The combined events leave Maura with a lot of disconnected, unnerving pieces on her plate, complicated by her kinda-sorta-maybe romance with Mick who helps at the pub. Even the pub offers no comfort, as its kitchen is under renovation and business is disturbingly slow.

Meanwhile, the friendly police can’t find out anything about the skeleton found in the fairy fort, aside from the fact it is far younger than the ruins. In fact, it’s just a few decades old, and the man clearly was murdered. He was likely known by the community, who have collectively zipped their lips.

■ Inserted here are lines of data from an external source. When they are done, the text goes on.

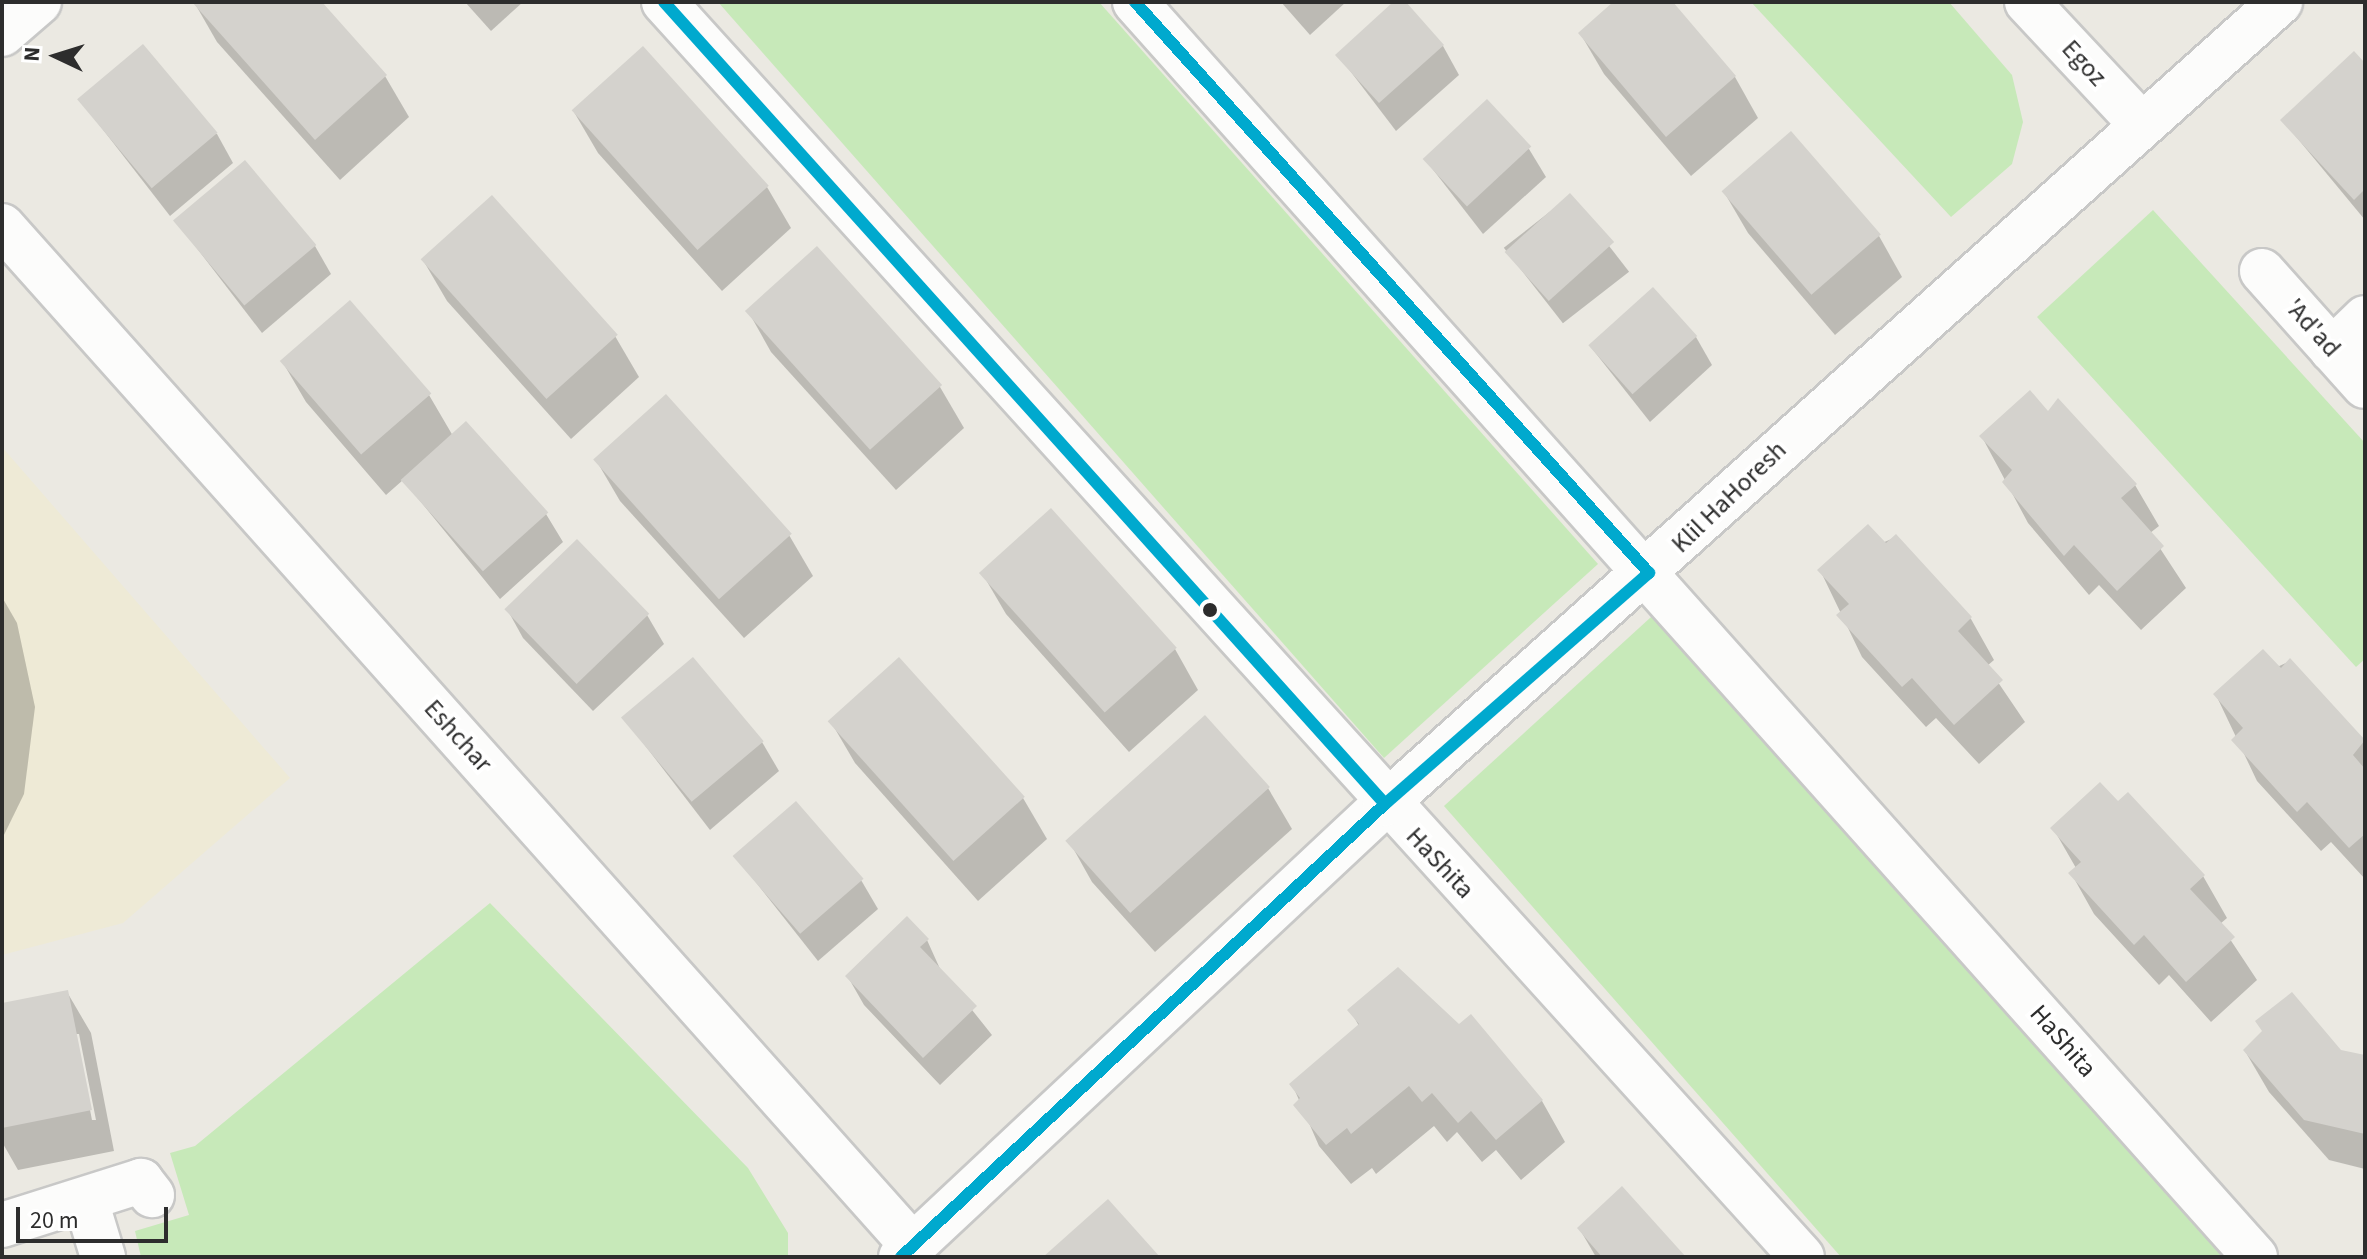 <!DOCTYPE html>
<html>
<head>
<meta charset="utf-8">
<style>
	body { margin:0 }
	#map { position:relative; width:2367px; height:1259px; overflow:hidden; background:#ebe9e2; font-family:"Source Sans 3",sans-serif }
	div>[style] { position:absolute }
	.education>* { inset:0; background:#eeead6 }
	.green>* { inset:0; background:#c7e9b9 }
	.shadow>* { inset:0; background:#0003; transform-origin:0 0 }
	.building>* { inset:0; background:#d4d2cd; transform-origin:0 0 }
	.roads { filter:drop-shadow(2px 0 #c8c8c7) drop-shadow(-2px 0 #c8c8c7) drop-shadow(0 2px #c8c8c7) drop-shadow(0 -2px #c8c8c7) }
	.minor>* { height:44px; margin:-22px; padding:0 22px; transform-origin:22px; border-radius:22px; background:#fcfcfb }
	.bus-1>* { height:12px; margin:-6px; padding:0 6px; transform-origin:6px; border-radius:6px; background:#00a9ce }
	.dots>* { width:22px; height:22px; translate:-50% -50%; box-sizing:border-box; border:4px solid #fff; border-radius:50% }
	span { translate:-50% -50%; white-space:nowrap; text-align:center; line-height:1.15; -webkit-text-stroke:8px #fff; paint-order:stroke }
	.street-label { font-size:26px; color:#2d2d2d }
	.frame { position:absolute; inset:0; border:4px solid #2d2d2d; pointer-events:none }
	.north { position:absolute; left:16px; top:16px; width:80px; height:80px; -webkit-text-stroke:6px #fff; paint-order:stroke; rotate:274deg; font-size:22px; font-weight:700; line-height:32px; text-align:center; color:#2d2d2d }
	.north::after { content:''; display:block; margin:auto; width:28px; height:36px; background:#2d2d2d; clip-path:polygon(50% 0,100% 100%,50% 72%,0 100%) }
	.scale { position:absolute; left:16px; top:1207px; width:152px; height:36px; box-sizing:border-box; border:4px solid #2d2d2d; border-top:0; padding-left:10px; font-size:24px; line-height:28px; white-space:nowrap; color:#2d2d2d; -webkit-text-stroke:6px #fff; paint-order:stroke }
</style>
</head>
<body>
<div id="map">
	<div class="education">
		<i style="clip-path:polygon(2px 447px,290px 778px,123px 923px,2px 955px)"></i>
	</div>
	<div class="green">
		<i style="clip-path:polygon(718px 2px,1099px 2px,1598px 564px,1384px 758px)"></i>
		<i style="clip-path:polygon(1751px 2px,1949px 2px,2012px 75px,2023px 122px,2012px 164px,1951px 217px)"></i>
		<i style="clip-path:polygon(2153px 210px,2365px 443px,2365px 659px,2356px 667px,2037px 317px)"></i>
		<i style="clip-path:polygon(1662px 607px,2230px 1257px,1841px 1257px,1444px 806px)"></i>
		<i style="clip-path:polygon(490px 903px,748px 1168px,788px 1233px,788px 1257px,141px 1257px,135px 1231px,189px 1215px,170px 1153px,195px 1146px)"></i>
	</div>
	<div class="shadow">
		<i style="clip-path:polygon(194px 2px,319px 2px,385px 76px,409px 117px,340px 180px,217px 42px)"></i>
		<i style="clip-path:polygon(465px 2px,523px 2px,491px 31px)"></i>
		<i style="clip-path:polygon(1281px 2px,1346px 2px,1310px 35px)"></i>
		<i style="clip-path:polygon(1396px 2px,1443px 46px,1459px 75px,1396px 131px,1338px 55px)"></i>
		<i style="clip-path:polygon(1616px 2px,1671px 2px,1735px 77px,1758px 118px,1691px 176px,1604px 74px,1580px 33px)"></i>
		<i style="clip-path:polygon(2365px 65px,2365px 220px,2283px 121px)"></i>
		<i style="clip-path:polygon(80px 100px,217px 134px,233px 163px,170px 216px)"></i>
		<i style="clip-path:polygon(574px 112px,767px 187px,791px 228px,722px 291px,598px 153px)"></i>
		<i style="clip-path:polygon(1529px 149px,1546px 177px,1483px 234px,1424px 158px)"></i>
		<i style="clip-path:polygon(1724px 192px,1879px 236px,1902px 277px,1835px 335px,1748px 233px)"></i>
		<i style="left:1570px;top:196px;width:96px;height:84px;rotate:52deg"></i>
		<i style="clip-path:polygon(176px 221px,315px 246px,331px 274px,262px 333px)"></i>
		<i style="clip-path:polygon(817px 249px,940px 387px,964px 428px,896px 490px,771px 352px,748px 311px)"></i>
		<i style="clip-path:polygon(423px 260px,615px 336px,639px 377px,571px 439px,447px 301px)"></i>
		<i style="clip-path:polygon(1696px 337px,1712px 365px,1650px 422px,1590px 346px)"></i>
		<i style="clip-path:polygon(282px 361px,429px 395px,453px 436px,546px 514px,563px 542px,500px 599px,403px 480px,386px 495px,306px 402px)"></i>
		<i style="clip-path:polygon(2048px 414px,2135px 485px,2159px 526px,2150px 533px,2186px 588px,2141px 630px,2099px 585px,2089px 595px,2028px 523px,1982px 437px)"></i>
		<i style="clip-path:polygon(596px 460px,789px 535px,813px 576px,744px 638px,620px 501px)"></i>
		<i style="clip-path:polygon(1896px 537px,1971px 619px,1994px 660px,1987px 666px,2025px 722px,1979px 764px,1936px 718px,1926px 727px,1862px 657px,1820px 570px)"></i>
		<i style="clip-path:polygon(982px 573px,1175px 649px,1198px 690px,1129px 752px,1006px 614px)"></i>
		<i style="clip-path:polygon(2px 597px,17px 623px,35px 707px,24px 794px,2px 839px)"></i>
		<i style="clip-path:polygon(507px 609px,647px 615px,664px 644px,593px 711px,523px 638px)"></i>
		<i style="clip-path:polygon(2290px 661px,2365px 743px,2365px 879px,2331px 842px,2321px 851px,2257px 781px,2216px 695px)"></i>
		<i style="clip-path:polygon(624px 718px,762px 742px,779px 771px,710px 830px)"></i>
		<i style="clip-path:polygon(831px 722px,1023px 798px,1047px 839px,978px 901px,855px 763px)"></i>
		<i style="clip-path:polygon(1268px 788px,1292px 829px,1155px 952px,1092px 882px,1069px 841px)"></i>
		<i style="clip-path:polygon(2118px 804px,2203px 876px,2227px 918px,2220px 924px,2257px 980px,2211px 1022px,2169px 975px,2159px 985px,2094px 914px,2071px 873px,2076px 868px,2053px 828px)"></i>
		<i style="clip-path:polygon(736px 857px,861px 880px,878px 909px,818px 961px)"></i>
		<i style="clip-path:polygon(927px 940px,941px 971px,992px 1035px,940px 1085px,864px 1005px,848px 977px)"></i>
		<i style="clip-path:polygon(evenodd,67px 992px,91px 1033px,114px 1151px,18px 1170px,2px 1142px,2px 1005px,67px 992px,75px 1034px,79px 1034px,96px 1120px,92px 1120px,75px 1034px)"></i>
		<i style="clip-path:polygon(1350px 1010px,1459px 1027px,1542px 1101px,1565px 1142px,1521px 1180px,1496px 1150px,1482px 1162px,1457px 1132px,1447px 1142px,1434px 1126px,1376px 1174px,1372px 1168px,1351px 1184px,1319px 1146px,1292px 1084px,1359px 1026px)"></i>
		<i style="clip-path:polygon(2245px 1051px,2365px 1057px,2365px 1169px,2329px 1160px,2269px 1092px)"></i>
		<i style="clip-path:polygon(1579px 1228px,1683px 1257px,1596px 1257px)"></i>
	</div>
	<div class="building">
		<i style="clip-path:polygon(192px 2px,322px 2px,387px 75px,315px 140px)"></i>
		<i style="clip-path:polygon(1393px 2px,1406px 2px,1444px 45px,1379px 103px,1335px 55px)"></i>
		<i style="clip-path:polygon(1613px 2px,1673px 2px,1736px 76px,1666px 137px,1578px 33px)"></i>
		<i style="left:143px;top:44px;width:116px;height:86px;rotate:50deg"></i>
		<i style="left:643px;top:46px;width:188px;height:96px;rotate:48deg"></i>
		<i style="clip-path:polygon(2354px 51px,2365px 63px,2365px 189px,2354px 200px,2280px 120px)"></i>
		<i style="left:1487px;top:99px;width:65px;height:88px;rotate:47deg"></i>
		<i style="left:1791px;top:131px;width:137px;height:92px;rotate:49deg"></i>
		<i style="left:245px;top:160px;width:111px;height:94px;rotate:50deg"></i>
		<i style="left:1570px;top:193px;width:66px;height:88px;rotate:48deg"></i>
		<i style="left:492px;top:195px;width:188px;height:96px;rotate:48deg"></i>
		<i style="left:817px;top:246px;width:187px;height:97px;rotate:48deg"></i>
		<i style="left:1653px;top:287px;width:66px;height:87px;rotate:48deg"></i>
		<i style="left:350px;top:300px;width:124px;height:93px;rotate:49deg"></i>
		<i style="clip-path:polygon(2030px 390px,2048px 411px,2058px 398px,2137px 484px,2121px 498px,2164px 546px,2117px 591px,2074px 545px,2064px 556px,2002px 482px,2012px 470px,1979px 436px)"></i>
		<i style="left:666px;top:394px;width:188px;height:98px;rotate:48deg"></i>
		<i style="left:466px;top:421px;width:123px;height:88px;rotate:48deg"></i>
		<i style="left:1051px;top:508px;width:188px;height:97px;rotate:48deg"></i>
		<i style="clip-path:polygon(1868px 524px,1886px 543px,1896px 534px,1972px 617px,1958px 631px,2003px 680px,1954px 725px,1912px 678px,1902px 687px,1836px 615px,1849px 604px,1817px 570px)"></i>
		<i style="left:577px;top:539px;width:104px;height:101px;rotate:46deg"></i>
		<i style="clip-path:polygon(2263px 649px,2281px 668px,2290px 658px,2365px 740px,2353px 755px,2365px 769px,2365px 834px,2349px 848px,2307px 802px,2297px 812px,2231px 740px,2243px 728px,2213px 694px)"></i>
		<i style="left:693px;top:657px;width:110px;height:94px;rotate:50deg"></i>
		<i style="left:899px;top:657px;width:188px;height:96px;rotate:48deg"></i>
		<i style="left:1205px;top:715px;width:97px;height:188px;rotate:48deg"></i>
		<i style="clip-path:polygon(2100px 782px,2118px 801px,2128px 792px,2205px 875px,2190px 889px,2235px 937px,2186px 982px,2144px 935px,2134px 945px,2068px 873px,2081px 862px,2050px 828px)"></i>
		<i style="left:796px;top:801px;width:103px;height:84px;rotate:49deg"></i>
		<i style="clip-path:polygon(907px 916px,929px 939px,920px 947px,977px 1006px,923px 1058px,845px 976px)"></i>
		<i style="clip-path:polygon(1398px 967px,1459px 1024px,1471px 1014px,1543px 1100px,1496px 1140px,1471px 1111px,1458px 1123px,1432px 1093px,1422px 1102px,1409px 1086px,1351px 1134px,1347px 1128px,1326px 1145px,1293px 1105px,1300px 1098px,1289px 1084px,1359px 1024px,1347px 1010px)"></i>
		<i style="clip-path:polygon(68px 990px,92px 1110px,2px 1128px,2px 1003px)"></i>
		<i style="clip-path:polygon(2292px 992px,2341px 1050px,2365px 1055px,2365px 1134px,2304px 1120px,2243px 1050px,2262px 1031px,2255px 1021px)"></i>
		<i style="clip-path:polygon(1622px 1186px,1686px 1257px,1602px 1257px,1577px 1228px)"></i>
		<i style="clip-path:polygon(1108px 1199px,1160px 1257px,1043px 1257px)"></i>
	</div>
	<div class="roads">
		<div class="minor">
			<i style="left:664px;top:2px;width:1694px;rotate:47.8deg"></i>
			<i style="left:1135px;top:2px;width:1682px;rotate:48.25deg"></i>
			<i style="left:2027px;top:2px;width:168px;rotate:46.9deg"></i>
			<i style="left:2px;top:34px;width:49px;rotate:-40.9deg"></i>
			<i style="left:2px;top:226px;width:1368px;rotate:48.23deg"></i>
			<i style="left:2262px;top:271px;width:154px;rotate:48.2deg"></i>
			<i style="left:2332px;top:350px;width:46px;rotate:-44.1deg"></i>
			<i style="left:86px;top:1201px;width:59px;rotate:73.1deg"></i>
			<i style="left:2px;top:1225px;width:146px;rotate:-17.6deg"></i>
			<i style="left:141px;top:1181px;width:18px;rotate:52deg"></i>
			<i style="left:901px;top:1257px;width:663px;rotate:-43.11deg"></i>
			<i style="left:1385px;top:804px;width:1202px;rotate:-41.86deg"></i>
		</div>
	</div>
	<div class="bus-1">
		<i style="left:664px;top:2px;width:1078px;rotate:48.04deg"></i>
		<i style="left:901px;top:1257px;width:663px;rotate:-43.11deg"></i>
		<i style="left:1385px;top:804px;width:351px;rotate:-41.2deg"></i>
		<i style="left:1649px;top:573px;width:768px;rotate:-131.99deg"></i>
	</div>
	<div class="dots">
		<i style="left:1210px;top:610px;background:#2d2d2d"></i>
	</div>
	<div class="street-label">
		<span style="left:2084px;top:63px;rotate:47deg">Egoz</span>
		<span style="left:2313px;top:328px;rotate:48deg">'Ad'ad</span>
		<span style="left:1729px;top:497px;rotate:-44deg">Klil HaHoresh</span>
		<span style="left:458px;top:736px;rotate:48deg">Eshchar</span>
		<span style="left:1440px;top:863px;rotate:47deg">HaShita</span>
		<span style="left:2063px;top:1041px;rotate:49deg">HaShita</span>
	</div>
	<div class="frame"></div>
	<div class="north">N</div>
	<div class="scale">20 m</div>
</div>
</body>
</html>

All Maura can do is keep asking questions. In the process, readers learn about life in small Irish communities, whose unwritten history lives on in local memory. It seems to Maura that “any time anything happened, it was like scraping off the present to see pieces of the past. And the past wasn’t too far below the surface, only most of the time she didn’t recognize it at all, even though most people she knew here did.”

The author does a good job blending the background of the mystery with Maura’s background. Readers don’t have to read all preceding volumes to understand where Maura’s head is at in this book and how she got there. That allows the story to move forward . . . albeit slowly.

Most scenes involve personal interactions and Maura’s personal reflections. These make for an almost too-cozy mystery instead of a lively one. A heavier-handed edit could have perked it up by removing information repeated multiple times while Maura sorts out her role in things.

That role proves to be a complex one involving the past and present of all the key players. Answers come when the elder locals finally unzip their lips. Thus Maura’s “fatal roots” are exposed and explained, closing another episode in her continuing adventures.

It also provides good closure for the series, should the author choose to end here. She has already launched another one. Her previous series have run half dozen to a dozen volumes each, putting the County Cork Mysteries around the average limit. Then again, this prolific author produces more than one book a year, so we’ll likely see Maura again along with her fellow heroines in the Orchard Mysteries, the Museum Mysteries, the Relatively Dead Mysteries, and the Victorian Village Mysteries. Plenty for cozy lovers to enjoy!